The first time I said it was three years ago as I walked from paddock to press box with then Gulfstream Park CEO, Tim Ritvo. From the ground level to the top floor, fans stood shoulder to shoulder, completely encircling the ring, paying $100 for the privilege of doing so at the inaugural running of the Pegasus World Cup Invitational.
I turned to Mr. Ritvo and said: “I feel sorry for everyone who just doesn’t get it about this game.” And I don’t feel any differently while sitting on a recliner in my den, computer in lap, watching races unfold, all of them, on television and online.
Our approach may be different Mr. Panza, but not the passion we share.
On balance, I commend the job you did shuffling the stakes deck with respect to this year’s racing schedule. I gave you a hard time about moving the Jockey Club Gold Cup from Belmont to Saratoga. I believe that the Spa, racing’s strongest brand, doesn’t need the help. Belmont Fall, however, can use all the help it can get. Time will prove which opinion was correct.

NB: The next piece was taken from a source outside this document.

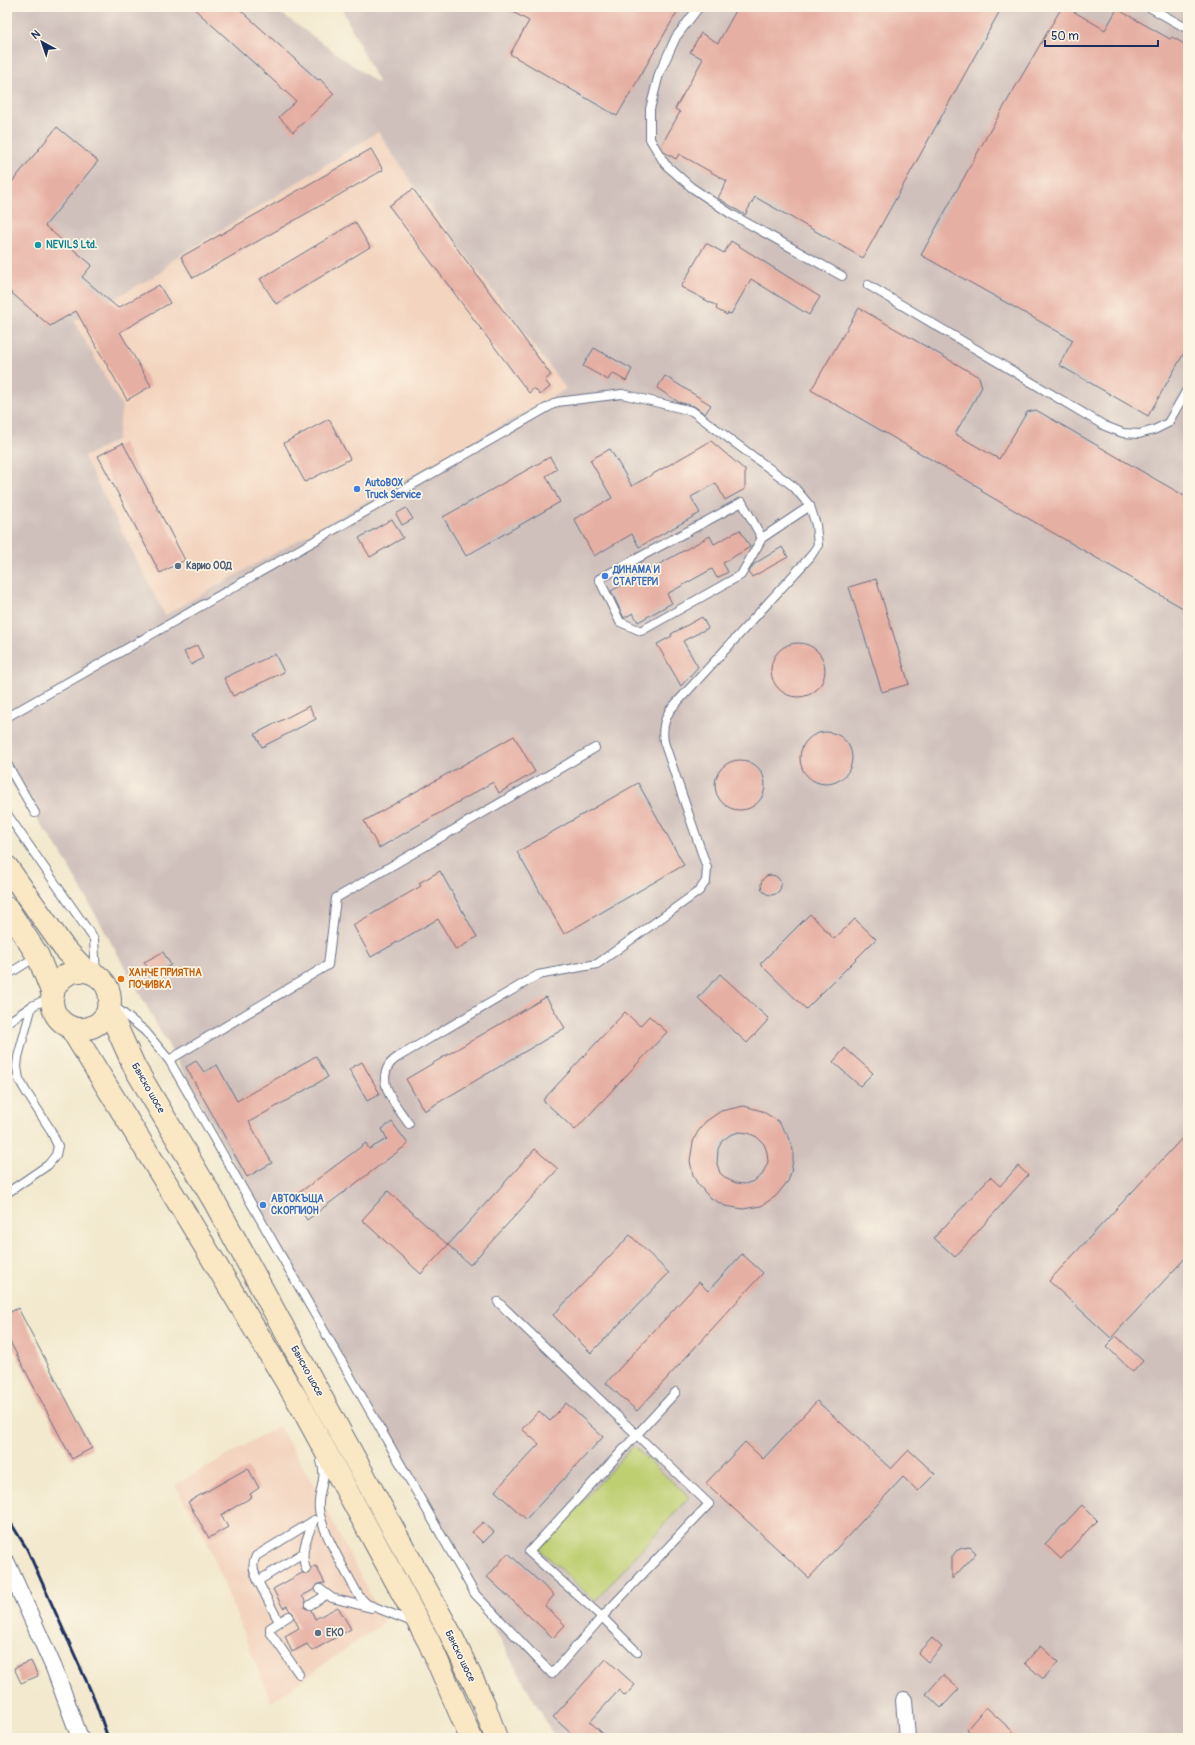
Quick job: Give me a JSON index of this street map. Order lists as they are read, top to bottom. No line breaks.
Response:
{"streets":{"main road":["Банско шосе"]},"places":["NEVILS Ltd.","AutoBOX Truck Service","Карио ООД","ДИНАМА И СТАРТЕРИ","ХАНЧЕ ПРИЯТНА ПОЧИВКА","АВТОКЪЩА СКОРПИОН","EKO"],"scale_bar":"50 m","north":"top left"}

But this is not about Belmont Fall. This is about Belmont Spring-Summer, about the most prestigious flat mile run in this country, and that includes the Breeders’ Cup Dirt Mile. Of course, I’m speaking of the Metropolitan Handicap, aka the Met Mile, in the same manner that the Santa Anita Handicap is known as the Big ‘Cap.
All reasonable fans who cherish racing history and tradition believe that its position on the Belmont Park undercard is a disservice to the event, that it’s much more than an appetizer for even the “Test of a Champion.” Arguably, the Met Mile has made as many champions as the winner of the Triple Crown’s final leg.

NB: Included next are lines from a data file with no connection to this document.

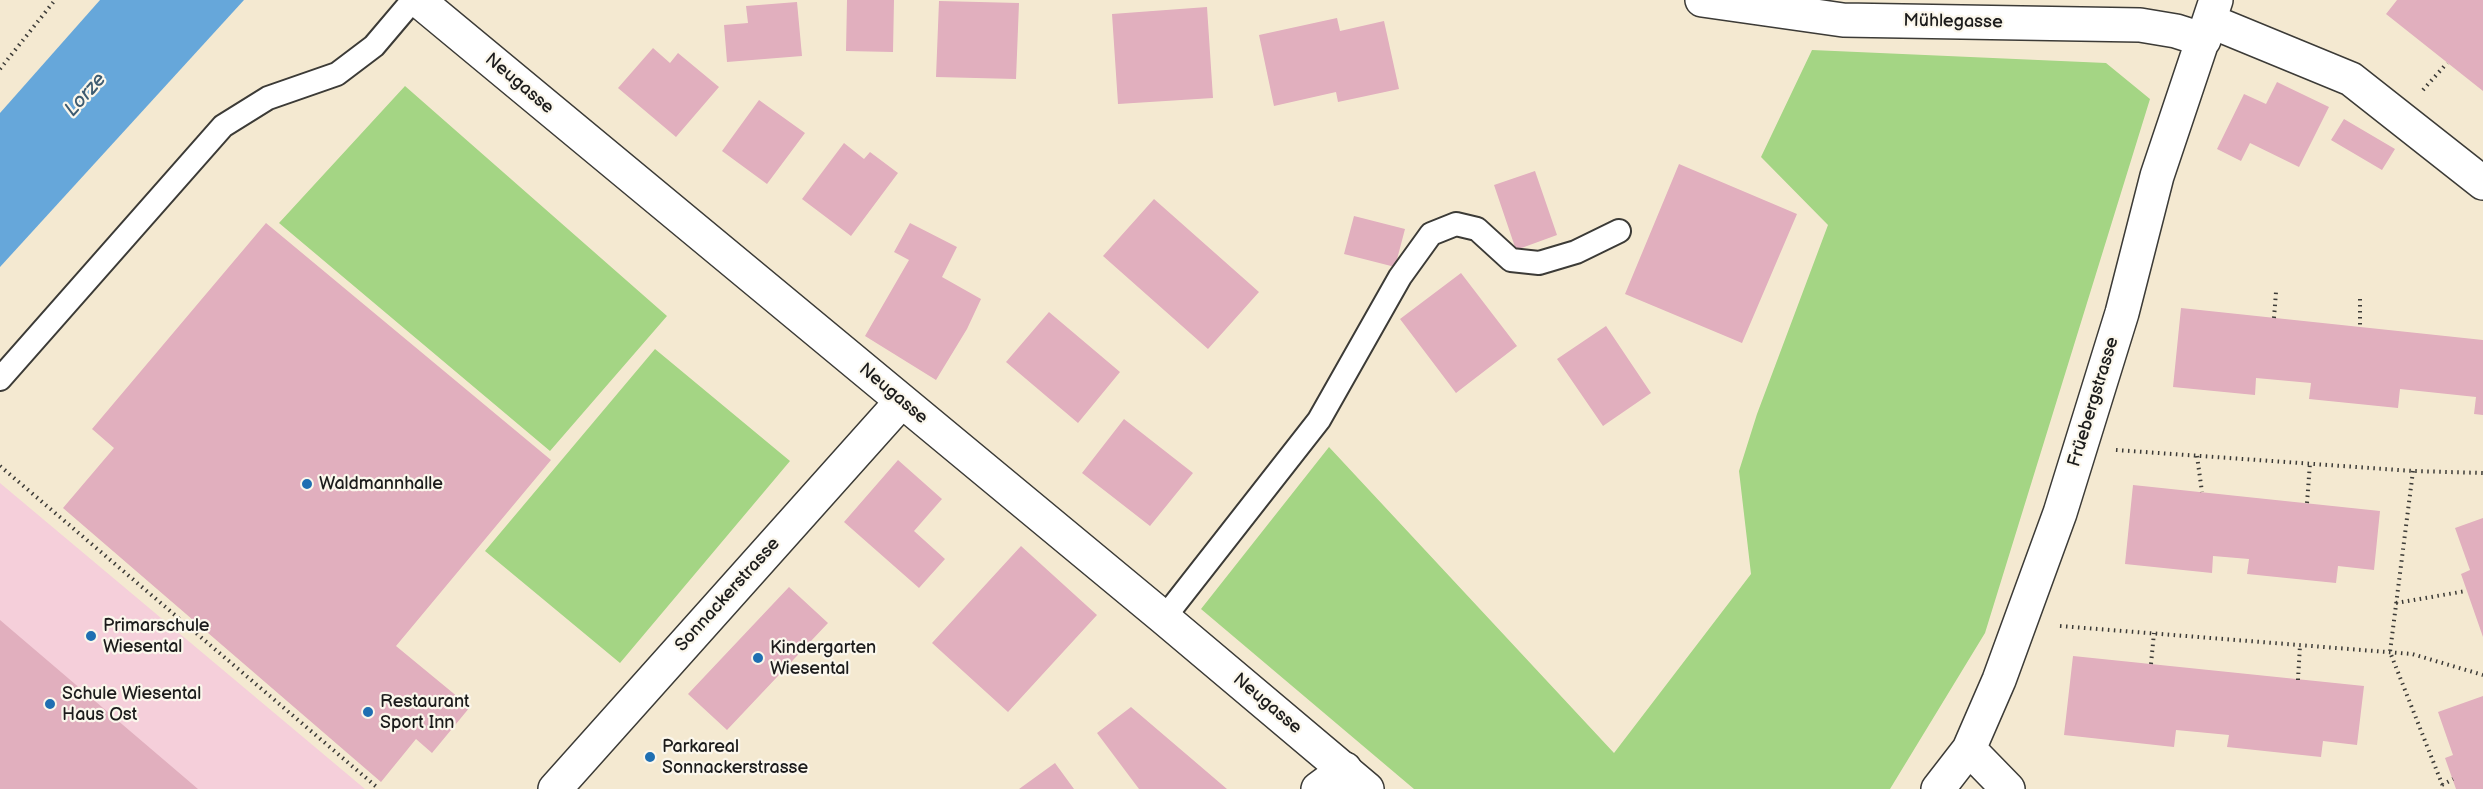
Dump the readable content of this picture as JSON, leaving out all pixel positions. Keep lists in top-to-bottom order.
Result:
{
  "streets": {
    "street": [
      "Mühlegasse",
      "Neugasse",
      "Früebergstrasse",
      "Sonnackerstrasse"
    ]
  },
  "crossings": [
    ["Mühlegasse", "Früebergstrasse"],
    ["Neugasse", "Sonnackerstrasse"]
  ],
  "water": ["Lorze"],
  "places": [
    "Waldmannhalle",
    "Primarschule Wiesental",
    "Kindergarten Wiesental",
    "Schule Wiesental Haus Ost",
    "Restaurant Sport Inn",
    "Parkareal Sonnackerstrasse"
  ]
}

Memorial Day is an important American holiday, of course, revered in cities and towns large and small all across this country. But growing up a New Yorker, Memorial Day always had a special feel, different than all the other holidays.
As a youngster, I would walk by Linden Park in Corona, Queens where the American Legion would hold forth with a ceremony replete with a band and a barrage of rifle shots from men dressed in uniform. Obviously, it made an impression, a memory that will never fade.

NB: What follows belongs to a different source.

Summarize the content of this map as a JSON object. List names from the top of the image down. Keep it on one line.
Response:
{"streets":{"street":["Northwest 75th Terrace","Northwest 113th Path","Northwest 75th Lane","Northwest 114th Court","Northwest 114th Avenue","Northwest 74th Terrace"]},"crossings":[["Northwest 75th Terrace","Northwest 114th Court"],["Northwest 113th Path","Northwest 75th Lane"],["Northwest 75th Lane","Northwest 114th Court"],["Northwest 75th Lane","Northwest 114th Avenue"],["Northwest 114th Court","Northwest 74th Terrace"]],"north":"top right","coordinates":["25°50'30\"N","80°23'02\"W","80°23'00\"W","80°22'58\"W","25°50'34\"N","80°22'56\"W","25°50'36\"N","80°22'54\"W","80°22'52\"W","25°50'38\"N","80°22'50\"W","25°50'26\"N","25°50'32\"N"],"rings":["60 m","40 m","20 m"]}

As a teenager, I cut my teeth at Roosevelt and Yonkers Raceways, like many New York horseplayers. But my first ever trip to a Thoroughbred track was Memorial Day, 1961. I arrived late but in plenty of time to see Kelso, under 130 pounds and Arcaro, make up four lengths inside the final furlong and run down the speedy All Hands toting 117.
Memorial Day no longer attracts crowds of 60,000 or 70,000 fans as it did back in the day, but Memorial Day in New York is still Memorial Day, still unique. And the Met Mile is still the Met Mile, still special, the kind of race run at the end of a program, something to savor, something worth the wait.
One HRI regular goes by the handle Doctor Disaster. Over the course of several columns with other commentors, memories flowed like fine wine as horseplayers recalled their favorite horses and races, the old days at the track that all of us miss in today’s world. These are his words, unabridged:
“It’s always sort of baffled me why NYRA moved the Met Mile to the Belmont Stakes undercard. It is a race that means a lot to downstate fans, and its considered one of the most important races run in the country all year. I think it’s too important a race to play opening act for anybody. In addition, why cut down a big Memorial Day crowd in order to add it to a card that doesn’t need a boost?”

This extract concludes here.